Arc Forum | Ask Arc: What's the best lisp variant for systems programming?

Arc Forum

Ask Arc: What's the best lisp variant for systems programming?

4 points by shader 2875 days ago | 22 comments

Golang and Rust are currently the two most touted systems programming languages, and while I appreciate some of what they offer I'm rather frustrated by the hype and other deficiencies of the languages (particularly for golang). And to be honest, I just like using members of the lisp family.

However, none of the dialects I've looked at really seem targeted for the same kind of lower-level OS component development.
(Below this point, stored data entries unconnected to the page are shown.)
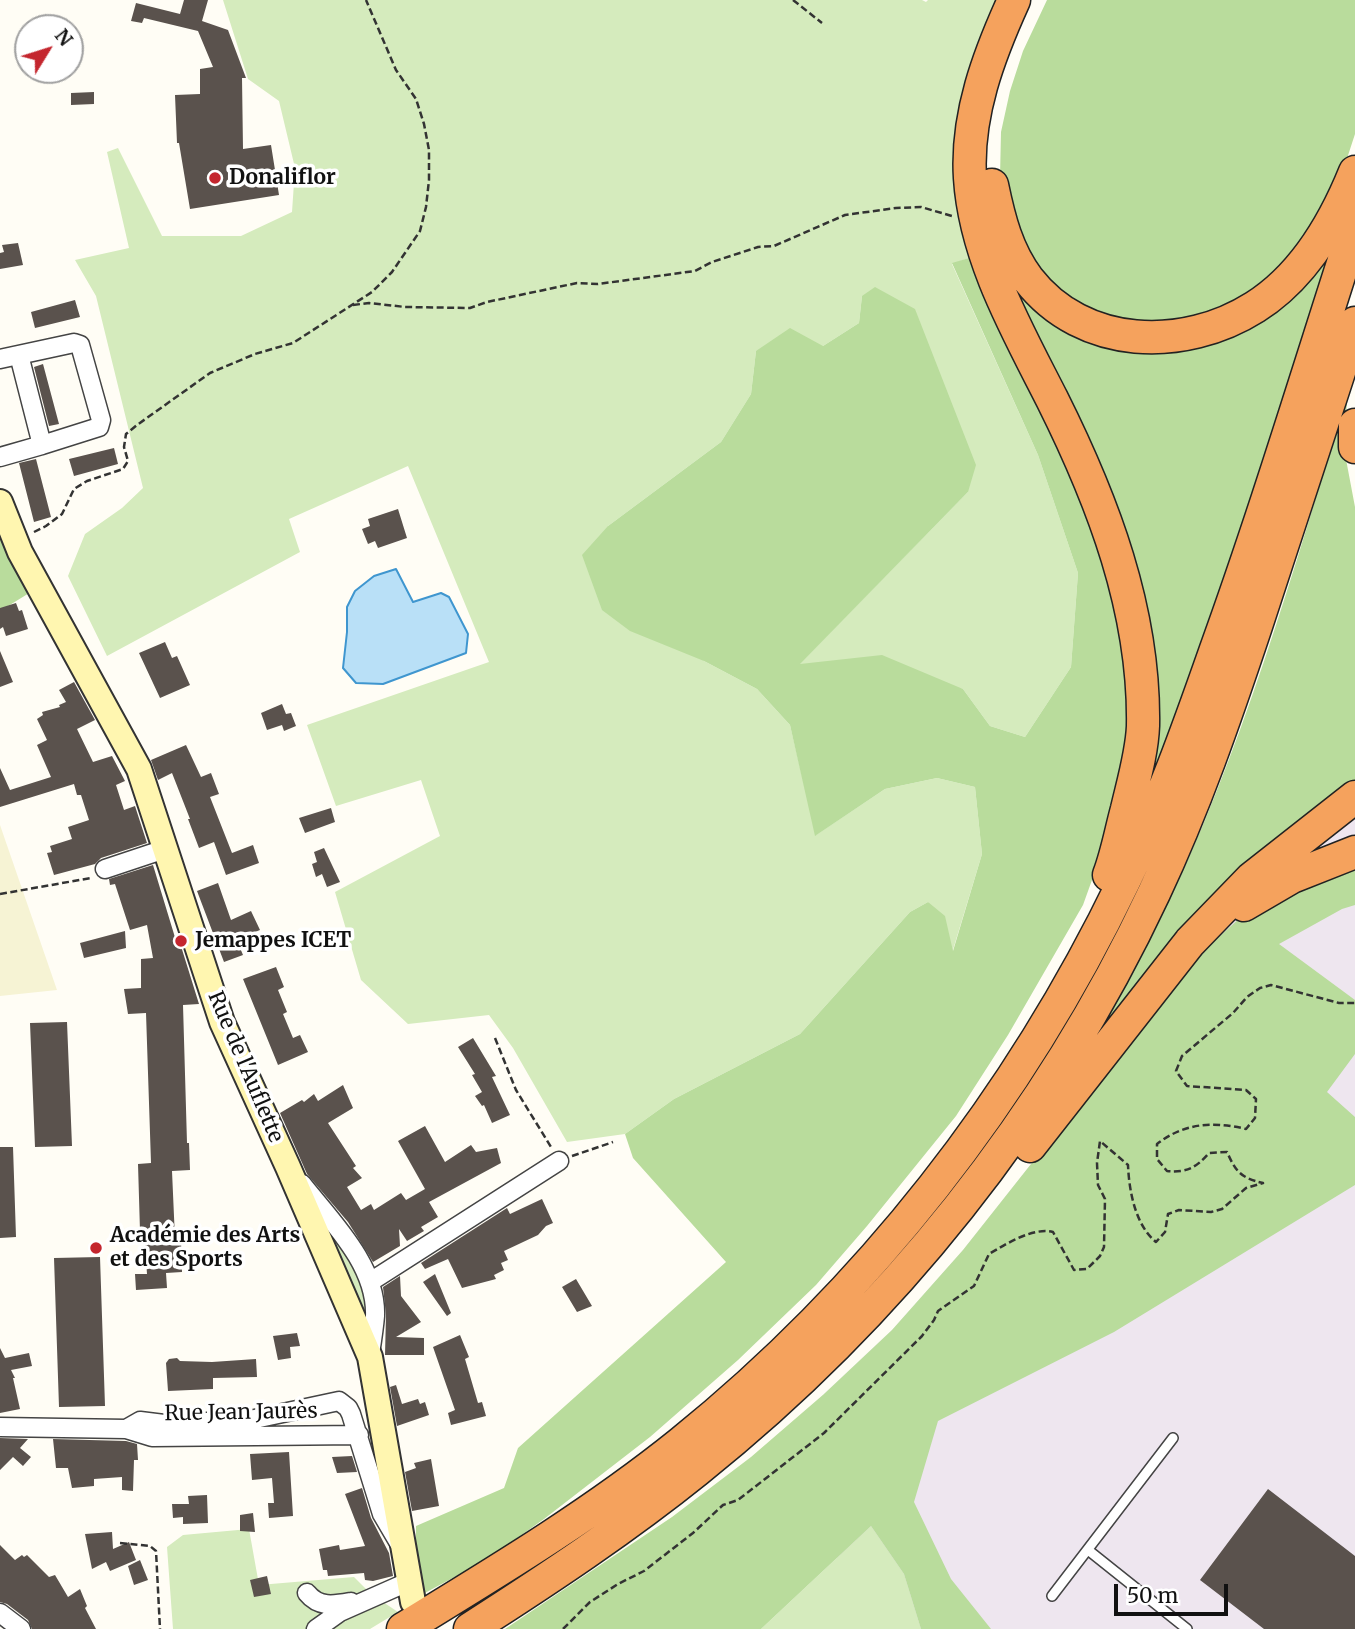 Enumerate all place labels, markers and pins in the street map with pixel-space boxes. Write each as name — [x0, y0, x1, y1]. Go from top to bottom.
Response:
place label: Donaliflor — [229, 165, 336, 191]
marker: Donaliflor — [207, 170, 223, 186]
place label: Jemappes ICET — [195, 928, 351, 954]
marker: Jemappes ICET — [173, 933, 189, 949]
place label: Académie des Arts et des Sports — [110, 1223, 300, 1273]
marker: Académie des Arts et des Sports — [88, 1240, 104, 1256]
The current project I'm considering is mostly just container management, so it doesn't have to be super close to the metal, but it should produce fairly concise and efficient binaries.

I like clojure, but it's clunky and has multisecond launch times... CL seems like the classic choice; maybe I'm unnecessarily hesitant to use it.

Bonus points for being usable as the basis for an open source project that _other_ people could contribute to...

Common Lisp, picolisp, Guile, ferret, arc (with more hacks to make it closer to what I'm looking for...)

Let the discussion commence...

2 points by akkartik 2874 days ago | link

I've been hanging out a good amount in the #bootstrappable IRC channel on Freenode lately. They seem to have a decent start at a fresh new stack that builds all the way up from machine code and can run a decent amount of C (as of last night: gcc, binutils, libc). There's also parallel infrastructure to build tiny proof-of-concept Lisp and Forth interpreters.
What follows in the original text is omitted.